* **Exercise description**
Only lines containing the string "shadow" belong in the answer; find them in the records and copy them.

/---

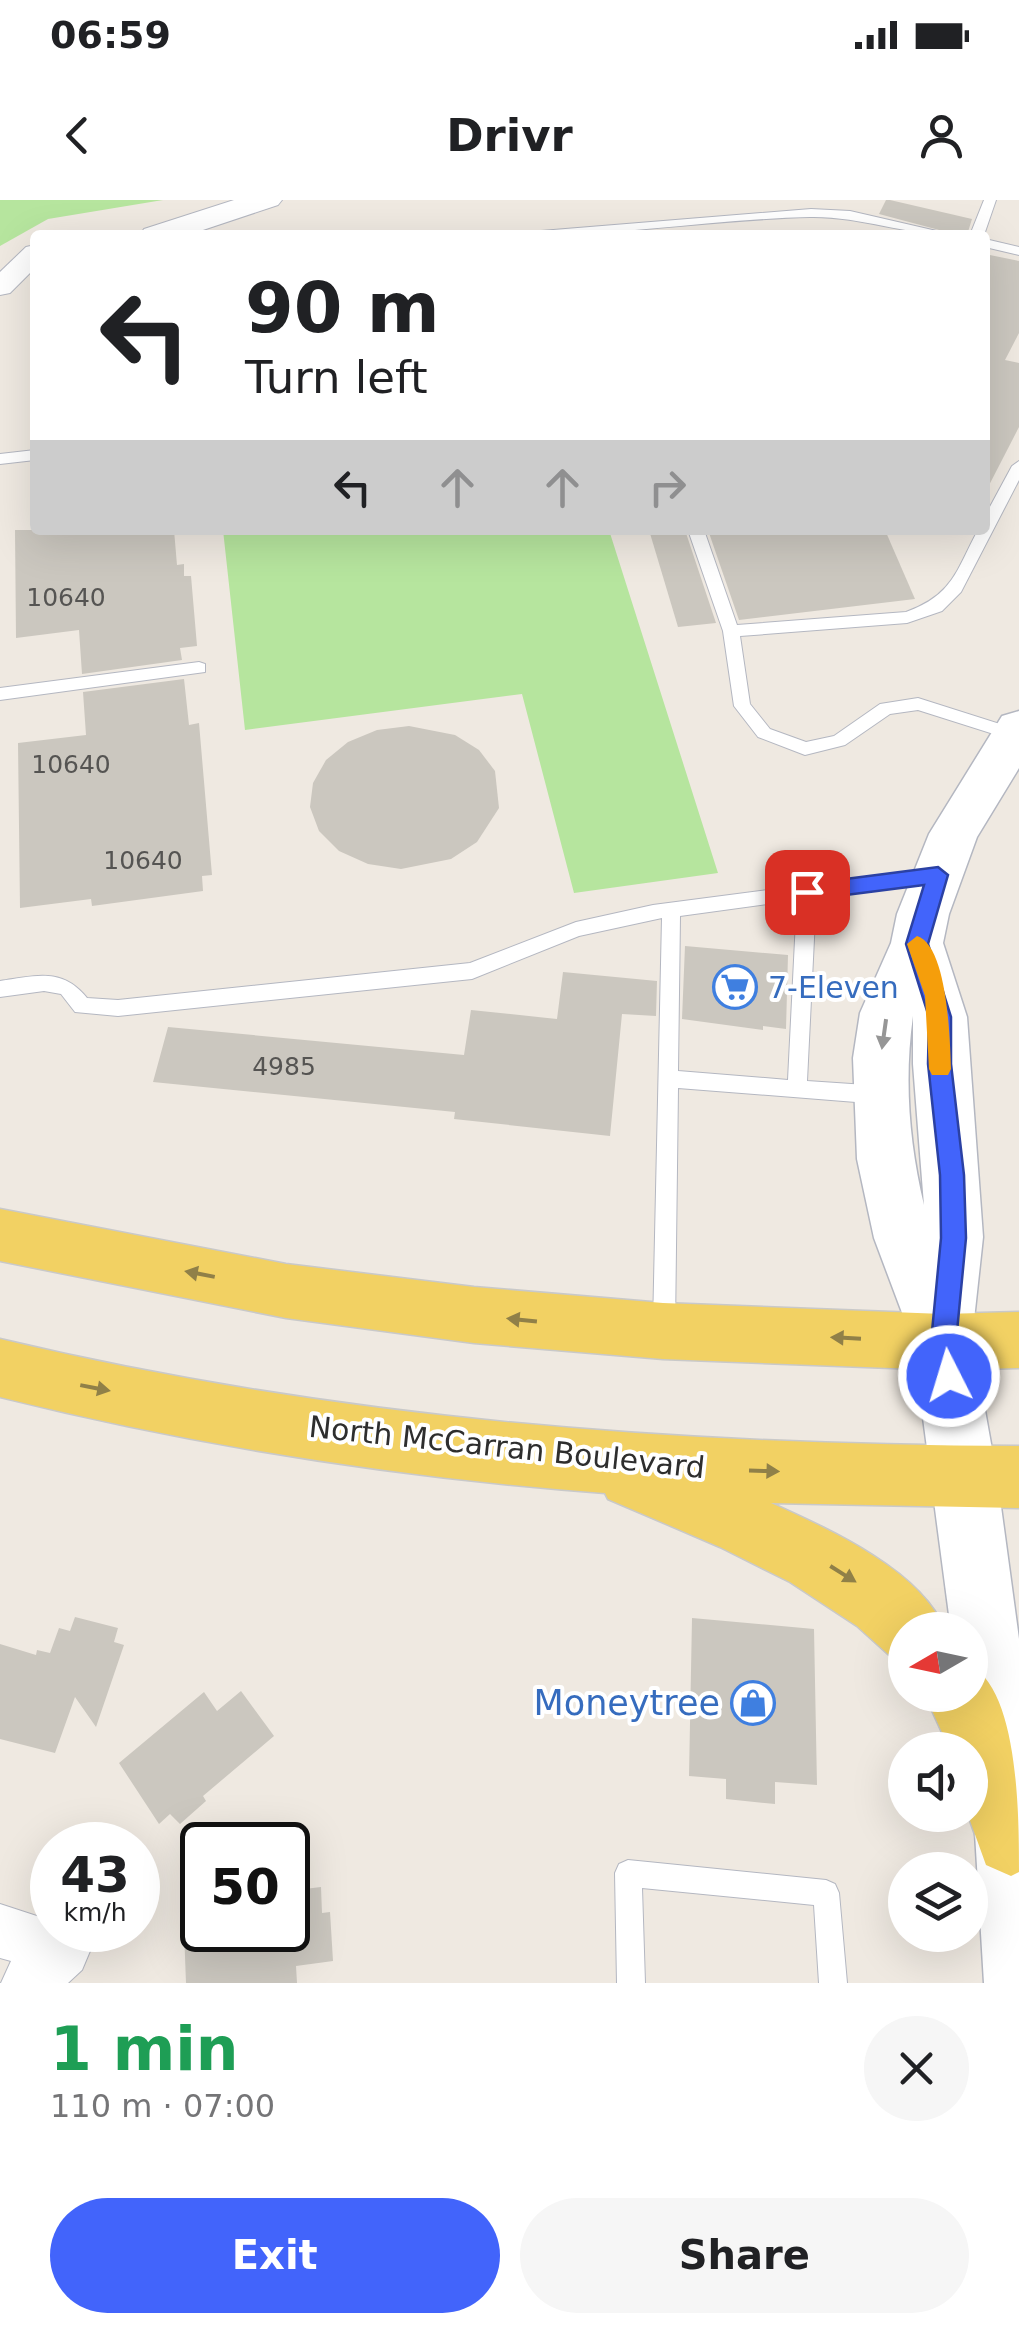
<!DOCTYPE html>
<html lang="en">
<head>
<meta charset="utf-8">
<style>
  body { margin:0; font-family:"DejaVu Sans",sans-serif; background:#f6f6f6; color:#202124; height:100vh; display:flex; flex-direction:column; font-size:38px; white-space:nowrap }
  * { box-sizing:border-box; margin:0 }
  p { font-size:32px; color:#757577 }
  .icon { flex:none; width:55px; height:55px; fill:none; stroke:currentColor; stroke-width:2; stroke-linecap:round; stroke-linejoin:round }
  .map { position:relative; height:1783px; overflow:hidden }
  .side { display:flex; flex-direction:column; background:#fff; flex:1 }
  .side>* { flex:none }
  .banner { position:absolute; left:30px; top:30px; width:960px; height:305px; border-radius:10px; box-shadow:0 10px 40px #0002; background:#fff; color:#202124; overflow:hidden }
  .needle { width:65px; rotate:261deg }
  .tools { position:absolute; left:888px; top:1412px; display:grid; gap:20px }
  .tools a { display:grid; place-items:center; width:100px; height:100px; border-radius:50%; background:#fff; box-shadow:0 10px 40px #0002; font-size:50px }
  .speed { position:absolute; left:30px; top:1622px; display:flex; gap:20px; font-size:50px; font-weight:700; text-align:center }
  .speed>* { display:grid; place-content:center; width:130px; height:130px; border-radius:50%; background:#fff; box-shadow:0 10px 40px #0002; line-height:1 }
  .speed small { font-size:25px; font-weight:400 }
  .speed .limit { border:5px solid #111; border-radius:15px; background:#fff; color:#111 }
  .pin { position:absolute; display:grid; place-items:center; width:85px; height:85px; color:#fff; margin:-42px; border-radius:20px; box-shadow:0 5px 15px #0006 }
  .me { position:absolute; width:110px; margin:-55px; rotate:355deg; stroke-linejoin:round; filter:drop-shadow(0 0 8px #0008) }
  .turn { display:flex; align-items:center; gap:35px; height:210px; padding:0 50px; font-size:45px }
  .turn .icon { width:130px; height:130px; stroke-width:2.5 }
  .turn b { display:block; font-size:70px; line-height:85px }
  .lanes { display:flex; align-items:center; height:95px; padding:0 50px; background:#0003; justify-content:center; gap:50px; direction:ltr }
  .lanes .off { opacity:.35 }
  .round { display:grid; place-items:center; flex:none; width:105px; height:105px; border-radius:52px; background:#f6f6f6 }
  .headline { display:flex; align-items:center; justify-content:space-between; height:170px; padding:0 50px }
  h1 { font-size:60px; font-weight:600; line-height:75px; color:#1e9e55 }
  .button { display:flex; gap:20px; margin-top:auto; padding:20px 50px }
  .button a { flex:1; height:115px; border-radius:60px; background:#4264fb; color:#fff; font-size:40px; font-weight:600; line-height:115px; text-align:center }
  .button a+a { background:#f6f6f6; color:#202124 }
  .status { display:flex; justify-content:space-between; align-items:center; height:70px; padding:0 50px; background:#fff; direction:ltr }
  .status svg { height:28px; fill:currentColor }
  header { display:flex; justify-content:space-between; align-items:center; height:130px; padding:0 50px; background:#fff; font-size:45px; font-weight:600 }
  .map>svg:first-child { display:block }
  .green { fill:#b6e59e }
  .building { fill:#cbc7bf }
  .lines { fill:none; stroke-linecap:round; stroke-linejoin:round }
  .lane-casing { stroke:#b4b7c1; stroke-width:2 }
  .street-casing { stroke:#b4b7c1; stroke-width:2 }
  .secondary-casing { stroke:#b4b7c1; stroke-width:3 }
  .primary-casing { stroke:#c9c9c9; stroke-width:3 }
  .lane { fill:#fff; fill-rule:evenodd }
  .street { fill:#fff; fill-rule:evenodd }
  .secondary { fill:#fff; fill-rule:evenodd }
  .primary { fill:#f2d163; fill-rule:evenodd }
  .oneway { fill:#969696 }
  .oneway2 { fill:#908048 }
  .route { fill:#4264fb; stroke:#2b41a3; stroke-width:2.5 }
  .slow { fill:#f59e0b }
  .labels { text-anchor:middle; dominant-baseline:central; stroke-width:8; stroke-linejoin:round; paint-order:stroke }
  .number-label { font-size:25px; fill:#555452 }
  .shop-label { font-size:30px; fill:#366cbe; stroke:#fff; text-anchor:start }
  .street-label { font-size:30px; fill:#2e2e2e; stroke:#fff }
  .near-shop-label { font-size:35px; fill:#366cbe; stroke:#fff; text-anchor:end }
</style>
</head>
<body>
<div class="status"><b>06:59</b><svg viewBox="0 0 49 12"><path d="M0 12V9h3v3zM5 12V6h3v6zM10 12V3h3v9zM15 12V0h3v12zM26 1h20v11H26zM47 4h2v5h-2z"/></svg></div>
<header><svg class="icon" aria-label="back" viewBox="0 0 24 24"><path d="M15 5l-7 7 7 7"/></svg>Drivr<svg class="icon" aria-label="person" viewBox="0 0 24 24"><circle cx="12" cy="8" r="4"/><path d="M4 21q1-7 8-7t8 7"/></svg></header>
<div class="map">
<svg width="1019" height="1783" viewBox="0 0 1019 1783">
  <rect width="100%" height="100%" fill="#efe9e1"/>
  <!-- green -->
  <g class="green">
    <polygon points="0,0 163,0 48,19 0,46"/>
    <polygon points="223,330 609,330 718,673 574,693 522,494 245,530"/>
  </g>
  <!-- building -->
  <g class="building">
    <polygon points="886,0 890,0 972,19 967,35 958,35 879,14"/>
    <polygon points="985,54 1019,61 1019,133 1005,160 1019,163 1019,227 985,293"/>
    <polygon points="15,330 174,330 177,365 184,364 184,376 191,376 197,446 180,448 182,460 82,474 79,430 16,438"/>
    <polygon points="649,330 685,330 716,423 678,427"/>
    <polygon points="708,330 885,330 915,399 739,420"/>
    <polygon points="184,479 189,525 199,523 212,675 202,676 203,691 92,706 91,699 20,708 18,543 86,535 83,492"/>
    <polygon points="409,526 455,535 479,550 495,571 499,608 477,642 451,659 401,669 368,664 339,651 319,631 310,607 313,583 326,560 348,542 377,530"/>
    <polygon points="685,746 788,755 786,829 763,826 763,830 682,819"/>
    <polygon points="563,772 657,781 656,816 622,814 610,936 454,919 455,912 153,882 168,827 464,855 471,810 557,819"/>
    <polygon points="75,1417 118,1428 114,1442 124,1445 96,1527 75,1497 55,1553 0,1539 0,1444 36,1455 37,1450 50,1453 59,1428 70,1431"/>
    <polygon points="692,1418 814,1429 817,1585 775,1582 775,1604 726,1599 726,1579 689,1576"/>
    <polygon points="241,1491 274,1536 203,1596 206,1601 180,1624 170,1614 159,1624 119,1563 204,1492 217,1511"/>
    <polygon points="321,1687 322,1713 330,1712 333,1761 296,1766 297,1783 186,1783 184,1730 288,1730 288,1691"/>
  </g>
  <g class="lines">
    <!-- lane casing -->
    <g class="lane-casing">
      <g id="lane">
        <polygon points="984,0 996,0 984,35 970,35"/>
        <path d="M811,9L850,11L954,35C905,35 859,16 810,17C718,19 627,35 534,35L541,31Z"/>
        <polygon points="985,39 1019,47 1019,55 985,47"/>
        <polygon points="35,250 35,260 0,264 0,254"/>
        <path d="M1019,261V280L961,392L942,411L907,423L740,436L750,504L770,529L806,542L834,536L880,504L918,498L1019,530V542L918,510L890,514L845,545L805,555L758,537L734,506L723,431L688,330H704L737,425L906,412C953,395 956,371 978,330H985V316L1012,266Z"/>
        <polygon points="199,462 205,464 205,472 0,500 0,488"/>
        <path d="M938,668L947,675L938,682L816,698L807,881L881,886L888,889L891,895L888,901L881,904L678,888L675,1127L672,1134L664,1137L656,1134L653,1127L662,718L579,736L472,779L118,816L75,812L61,794L44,791L0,797V781C36,776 62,767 87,798L118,800L470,763L576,722L653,705ZM797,700L788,880L678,871L680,716Z"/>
        <polygon points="628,1660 826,1680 835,1684 839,1693 847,1783 819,1783 814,1705 642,1688 645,1783 617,1783 615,1673 619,1664"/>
      </g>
    </g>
    <!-- street casing -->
    <g class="street-casing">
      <g id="street">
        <polygon points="234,0 282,0 278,5 188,35 140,35 144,29"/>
        <polygon points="35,45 35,68 10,93 0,95 0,72 26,47"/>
        <polygon points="0,1704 52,1721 52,1730 82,1732 90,1751 82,1770 68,1783 1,1783 11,1761 0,1758"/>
      </g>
    </g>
    <!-- secondary casing -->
    <g class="secondary-casing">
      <path id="secondary" d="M1019,511V568L977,637L949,714L943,743L967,817L983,1037L972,1138L997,1277L1019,1439V1783H984L970,1550H965L958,1495H970V1430H951L913,1142L874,1038L857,959L853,858L860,813L891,743L897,714L929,634L1002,516ZM913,816V864L924,1005C909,943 904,880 913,816Z"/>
    </g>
    <!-- primary casing -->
    <g class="primary-casing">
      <g id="primary">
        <polygon points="0,1009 286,1064 474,1087 663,1103 943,1114 1019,1112 1019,1168 943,1170 663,1159 474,1143 286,1118 0,1061"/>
        <path d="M0,1139C334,1219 677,1245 1019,1246V1308L771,1303C828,1329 921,1370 945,1430H905V1461L888,1454L857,1426L790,1382L720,1347L608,1299L605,1293C403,1278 197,1246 0,1197Z"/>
        <path d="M970,1465C1019,1491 1019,1617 1019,1672L1011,1676L986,1665L968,1615L970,1550H950L925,1495H970Z"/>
      </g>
    </g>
    <!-- lane -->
    <use href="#lane" class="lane"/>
    <!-- street -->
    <use href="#street" class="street"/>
    <!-- secondary -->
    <use href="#secondary" class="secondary"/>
    <!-- primary -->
    <use href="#primary" class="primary"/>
  </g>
  <!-- one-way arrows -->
  <defs><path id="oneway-solid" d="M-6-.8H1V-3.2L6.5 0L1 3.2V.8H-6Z" transform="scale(2.5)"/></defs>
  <use class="oneway" href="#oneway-solid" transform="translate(884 834) rotate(98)"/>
  <g class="oneway2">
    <use href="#oneway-solid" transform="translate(200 1074) rotate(-169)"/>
    <use href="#oneway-solid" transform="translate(522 1120) rotate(-174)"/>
    <use href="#oneway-solid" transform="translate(846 1138) rotate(-177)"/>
    <use href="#oneway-solid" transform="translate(95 1188) rotate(11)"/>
    <use href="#oneway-solid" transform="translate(764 1271) rotate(2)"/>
    <use href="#oneway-solid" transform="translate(843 1374) rotate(32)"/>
  </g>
  <!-- route -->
  <polygon class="route" points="938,667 948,675 928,744 951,817 951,864 964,975 966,1038 956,1142 962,1176 958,1184 949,1188 940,1184 931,1142 941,1038 940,975 928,864 929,817 906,744 924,685 807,700 797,692 807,684"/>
  <!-- slow -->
  <path class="slow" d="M917,736C948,746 950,841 951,869L948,875H932L929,869L925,796L907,744Z"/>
  <!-- icons -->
  <defs>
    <g id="supermarket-ring" transform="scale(2.25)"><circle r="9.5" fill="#fff" stroke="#3f7fe0" stroke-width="1.5"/><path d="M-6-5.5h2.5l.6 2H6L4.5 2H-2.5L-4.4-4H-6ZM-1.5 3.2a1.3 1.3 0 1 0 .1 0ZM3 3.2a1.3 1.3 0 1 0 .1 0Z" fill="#3f7fe0"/></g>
    <g id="shop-ring" transform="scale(2.25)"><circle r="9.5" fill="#fff" stroke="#3f7fe0" stroke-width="1.5"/><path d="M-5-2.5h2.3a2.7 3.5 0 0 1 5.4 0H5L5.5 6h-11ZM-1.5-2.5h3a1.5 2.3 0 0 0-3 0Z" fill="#3f7fe0"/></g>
  </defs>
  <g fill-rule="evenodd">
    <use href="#supermarket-ring" x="735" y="787"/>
    <use href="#shop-ring" x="753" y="1503"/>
  </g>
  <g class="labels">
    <!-- number labels -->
    <g class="number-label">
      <text x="66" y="397">10640</text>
      <text x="71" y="564">10640</text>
      <text x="143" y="660">10640</text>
      <text x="284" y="866">4985</text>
    </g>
    <!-- shop labels -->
    <g class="shop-label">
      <text x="768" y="787">7-Eleven</text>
    </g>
    <!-- street labels -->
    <g class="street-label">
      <text transform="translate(507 1247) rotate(6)">North McCarran Boulevard</text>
    </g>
    <!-- near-shop labels -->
    <g class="near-shop-label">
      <text x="720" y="1503">Moneytree</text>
    </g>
  </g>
</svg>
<div class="tools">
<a><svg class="needle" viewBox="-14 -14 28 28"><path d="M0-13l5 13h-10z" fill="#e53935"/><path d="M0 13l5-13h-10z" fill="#757577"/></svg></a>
<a><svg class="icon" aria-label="sound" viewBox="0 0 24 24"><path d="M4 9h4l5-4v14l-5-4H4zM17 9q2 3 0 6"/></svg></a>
<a><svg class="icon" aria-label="layers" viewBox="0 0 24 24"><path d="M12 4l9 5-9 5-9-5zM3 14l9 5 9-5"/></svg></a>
</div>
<div class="speed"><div>43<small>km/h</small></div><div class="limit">50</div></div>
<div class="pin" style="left:807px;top:692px;background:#d93025"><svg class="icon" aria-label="arrive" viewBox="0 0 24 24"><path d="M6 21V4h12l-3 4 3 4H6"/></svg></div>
<svg class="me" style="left:949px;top:1176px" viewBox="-20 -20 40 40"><circle r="17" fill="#4264fb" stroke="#fff" stroke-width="3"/><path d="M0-11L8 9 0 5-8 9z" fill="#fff"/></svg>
<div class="banner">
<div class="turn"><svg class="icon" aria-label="left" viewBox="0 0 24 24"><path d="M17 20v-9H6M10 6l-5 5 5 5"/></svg><div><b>90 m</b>Turn left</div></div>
<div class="lanes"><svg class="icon" aria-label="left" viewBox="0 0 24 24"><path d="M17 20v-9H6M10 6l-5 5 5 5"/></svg><svg class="icon off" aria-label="ahead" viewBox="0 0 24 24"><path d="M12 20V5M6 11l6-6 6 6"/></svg><svg class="icon off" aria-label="ahead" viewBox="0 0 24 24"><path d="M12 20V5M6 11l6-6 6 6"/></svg><svg class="icon off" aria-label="right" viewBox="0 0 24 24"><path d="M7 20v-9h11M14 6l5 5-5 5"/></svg></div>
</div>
</div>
<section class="side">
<div class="headline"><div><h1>1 min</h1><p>110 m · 07:00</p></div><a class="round"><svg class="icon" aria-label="close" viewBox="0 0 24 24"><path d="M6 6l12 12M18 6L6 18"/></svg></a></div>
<div class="button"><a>Exit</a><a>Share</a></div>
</section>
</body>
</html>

\---

* **Task answer**
  .banner { position:absolute; left:30px; top:30px; width:960px; height:305px; border-radius:10px; box-shadow:0 10px 40px #0002; background:#fff; color:#202124; overflow:hidden }
  .tools a { display:grid; place-items:center; width:100px; height:100px; border-radius:50%; background:#fff; box-shadow:0 10px 40px #0002; font-size:50px }
  .speed>* { display:grid; place-content:center; width:130px; height:130px; border-radius:50%; background:#fff; box-shadow:0 10px 40px #0002; line-height:1 }
  .pin { position:absolute; display:grid; place-items:center; width:85px; height:85px; color:#fff; margin:-42px; border-radius:20px; box-shadow:0 5px 15px #0006 }
  .me { position:absolute; width:110px; margin:-55px; rotate:355deg; stroke-linejoin:round; filter:drop-shadow(0 0 8px #0008) }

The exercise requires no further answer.